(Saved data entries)
-----

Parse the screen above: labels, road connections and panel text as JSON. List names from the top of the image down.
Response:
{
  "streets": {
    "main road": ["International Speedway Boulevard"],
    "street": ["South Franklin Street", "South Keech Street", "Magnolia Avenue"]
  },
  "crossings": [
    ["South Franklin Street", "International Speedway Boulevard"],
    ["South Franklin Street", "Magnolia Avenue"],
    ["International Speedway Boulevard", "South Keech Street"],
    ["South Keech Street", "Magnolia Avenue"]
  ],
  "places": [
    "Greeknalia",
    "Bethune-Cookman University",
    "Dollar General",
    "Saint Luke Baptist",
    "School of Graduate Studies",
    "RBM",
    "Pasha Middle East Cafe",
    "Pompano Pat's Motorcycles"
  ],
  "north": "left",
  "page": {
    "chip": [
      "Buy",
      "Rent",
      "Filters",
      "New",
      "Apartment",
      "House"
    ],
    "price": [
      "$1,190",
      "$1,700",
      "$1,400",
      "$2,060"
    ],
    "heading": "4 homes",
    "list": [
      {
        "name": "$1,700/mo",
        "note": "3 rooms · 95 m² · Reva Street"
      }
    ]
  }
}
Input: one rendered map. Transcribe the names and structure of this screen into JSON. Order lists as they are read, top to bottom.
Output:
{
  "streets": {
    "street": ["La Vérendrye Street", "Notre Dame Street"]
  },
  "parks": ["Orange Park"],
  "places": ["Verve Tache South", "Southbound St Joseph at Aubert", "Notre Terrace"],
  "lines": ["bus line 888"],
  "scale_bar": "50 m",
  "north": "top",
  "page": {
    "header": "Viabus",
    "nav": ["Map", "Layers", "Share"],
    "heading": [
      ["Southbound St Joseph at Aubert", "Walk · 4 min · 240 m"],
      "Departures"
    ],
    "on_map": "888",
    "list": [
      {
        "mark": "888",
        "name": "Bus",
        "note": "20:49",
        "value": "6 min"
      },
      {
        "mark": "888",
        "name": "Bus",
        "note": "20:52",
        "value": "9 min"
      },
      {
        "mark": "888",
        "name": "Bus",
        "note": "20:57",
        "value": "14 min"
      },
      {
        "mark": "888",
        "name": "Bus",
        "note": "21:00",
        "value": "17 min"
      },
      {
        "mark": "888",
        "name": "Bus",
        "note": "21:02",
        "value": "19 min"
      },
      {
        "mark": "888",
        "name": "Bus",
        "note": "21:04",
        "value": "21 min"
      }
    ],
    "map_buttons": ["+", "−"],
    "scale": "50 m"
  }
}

-----

Recopy the entries above in their entirety, exactly.

Parse the screen above: labels, road connections and panel text as JSON. List names from the top of the image down.
Response:
{
  "streets": {
    "main road": ["International Speedway Boulevard"],
    "street": ["South Franklin Street", "South Keech Street", "Magnolia Avenue"]
  },
  "crossings": [
    ["South Franklin Street", "International Speedway Boulevard"],
    ["South Franklin Street", "Magnolia Avenue"],
    ["International Speedway Boulevard", "South Keech Street"],
    ["South Keech Street", "Magnolia Avenue"]
  ],
  "places": [
    "Greeknalia",
    "Bethune-Cookman University",
    "Dollar General",
    "Saint Luke Baptist",
    "School of Graduate Studies",
    "RBM",
    "Pasha Middle East Cafe",
    "Pompano Pat's Motorcycles"
  ],
  "north": "left",
  "page": {
    "chip": [
      "Buy",
      "Rent",
      "Filters",
      "New",
      "Apartment",
      "House"
    ],
    "price": [
      "$1,190",
      "$1,700",
      "$1,400",
      "$2,060"
    ],
    "heading": "4 homes",
    "list": [
      {
        "name": "$1,700/mo",
        "note": "3 rooms · 95 m² · Reva Street"
      }
    ]
  }
}
Input: one rendered map. Transcribe the names and structure of this screen into JSON. Order lists as they are read, top to bottom.
Output:
{
  "streets": {
    "street": ["La Vérendrye Street", "Notre Dame Street"]
  },
  "parks": ["Orange Park"],
  "places": ["Verve Tache South", "Southbound St Joseph at Aubert", "Notre Terrace"],
  "lines": ["bus line 888"],
  "scale_bar": "50 m",
  "north": "top",
  "page": {
    "header": "Viabus",
    "nav": ["Map", "Layers", "Share"],
    "heading": [
      ["Southbound St Joseph at Aubert", "Walk · 4 min · 240 m"],
      "Departures"
    ],
    "on_map": "888",
    "list": [
      {
        "mark": "888",
        "name": "Bus",
        "note": "20:49",
        "value": "6 min"
      },
      {
        "mark": "888",
        "name": "Bus",
        "note": "20:52",
        "value": "9 min"
      },
      {
        "mark": "888",
        "name": "Bus",
        "note": "20:57",
        "value": "14 min"
      },
      {
        "mark": "888",
        "name": "Bus",
        "note": "21:00",
        "value": "17 min"
      },
      {
        "mark": "888",
        "name": "Bus",
        "note": "21:02",
        "value": "19 min"
      },
      {
        "mark": "888",
        "name": "Bus",
        "note": "21:04",
        "value": "21 min"
      }
    ],
    "map_buttons": ["+", "−"],
    "scale": "50 m"
  }
}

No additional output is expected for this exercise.